We all try to understand why it’s not working and how to fix it. The “it” may be a process that was working, but is no longer is meeting expectations on quality, productivity or energy efficiency. The reason may be erosion in a pump impeller, fouling in a heat exchanger, deactivation of a catalyst, or such. And, if you can find the cause, you can fix it. The symptoms are the outcomes that don’t meet expectations. The cause is the reason it is not meeting expectations. To diagnose the cause, you need expectations of what “it” is supposed to be like, and understanding of how influences affect the outcome,
The “it” may be any number of things in our daily life: A bug in a computer program that causes occasional failure. An issue that is bothering a control system. A design of a new process. A strain in a formerly pleasant relationship. The reality is the application of a troubleshooting procedure is ubiquitous and frequent, and success with it means success in our aspirations.
Often, teams of folks brainstorm about possible causes, then seek to explore or change each possible cause. This is called a shotgun approach. It is inefficient, and, in implementing many unnecessary changes, the shotgun approach actually makes many small unnecessary upsets and increases variability. W. Edward Demming’s concept for statistical process control is to prevent such tampering and improve uniformity. Further, without a rational structure to a diagnosis process, the outcomes of many troubleshooting sessions often are appeasements to the boss’s opinion, resurrection of past actions that were done, or appropriations of the situation for personal political reasons.
A medical doctor uses the patient’s symptoms to diagnose the disease, then provides a protocol to cure that particular cause. Usually, there are many diseases that could lead to patient-identified symptoms, and the doctor follows a protocol to ask about other possible symptoms or to run a few tests. Then it is possible to discriminate among possible causes and identify the most probable one cause. The doctor does not prescribe 10 different treatments for each of 10 hypothesized causes, which is the shotgun approach.
Analytical troubleshooting, rational diagnosis, rational decision-making, problem solving and critical thinking are all terms given to structured methodologies to diagnose the cause of an undesired outcome. With so many names, it must be important. I think it is, but never learned it in school. My company provided an internal training course based on the Kepner and Tregoe book, “The Rational Manager: A Systematic Approach to Problem Solving and Decision-Making,” to reveal structured diagnosis techniques. For instance, answers to “where it is and where it is not” and “when it is and when it is not” or “if that is the situation, what else would it express” or “interval halving search” can help direct the generation of hypothesized causes and provide the data to reject wholly inconsistent hypothesized causes. It was one of the most empowering courses of my life.
While I can recommend the K&T book, there seem to be a wide number of offerings that may also provide effective troubleshooting guides. Two that also seem recommendable are “Root Cause Analysis: The Core of Problem Solving and Corrective Action” by Duke Okes, and “The Rational Project Manager: A Thinking Team's Guide to Getting Work Done” by Andrew Longman and Jim Mullins. I am sure that there are many other favorites.

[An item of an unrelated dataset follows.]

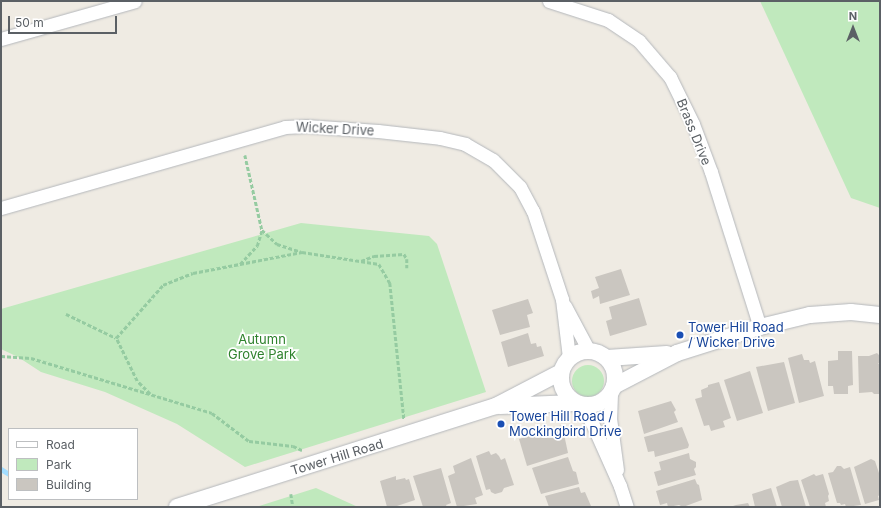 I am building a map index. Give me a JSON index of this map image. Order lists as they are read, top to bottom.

Systematic diagnosis and problem identification are essential skills for both life and engineering. There is problem solving at the graduate research level, but instead of being a formalized process, it is intuitively and randomly led. At the undergraduate level we teach the right way, and as soon as students almost get it, we move them to the next topic. Rarely is there any training in systematic diagnosis and decision-making within engineering course topics. As a result, faculty were never trained in rational troubleshooting, cannot relay it to their students and propagate this void in a critical engineering skill. You, therefore, need to pick it up on the job.
My industrial course about a rational structure toward effective situation analysis and good decision-making was an eye-opener for me. And, once understood by the professionals in the location, it became an important and common approach to enable teams to better target corrective action. Similarly, HAZOP, HAZAN, SIS, and ISO-9000 procedures are widely accepted, useful and beneficial, and provide collective acceptance.
However, by imposing a structure, we often disable creativity and intuitive leaps. In his book, “Streetlights and Shadows – Searching for the Keys to Adaptive Decision Making,” Gary Klein provides much advice on how to temper the restraints of such structured thinking. He reveals how protocol can restrict a mental process to tunnel vision and actually reduce expertise as it shifts focus from the item to the structured procedure.
I am a proponent of rational thinking processes and the use of guides to design and diagnosis, but also know that structure can lead to trivialization and misdirection. Klein raises the case for experience and tacit knowledge to complement structures. His book does not discount the use of rational guides. Instead, it argues for the need to infuse the process with tacit knowledge, expertise and perception. He provides guidance to break free of mental models (fixation), to unlearn and relearn how it works. I think it is a good book about understanding thinking, problem solving and design, and a useful complement to the books about structured troubleshooting. I appreciate Stephen Mayo for introducing it to me.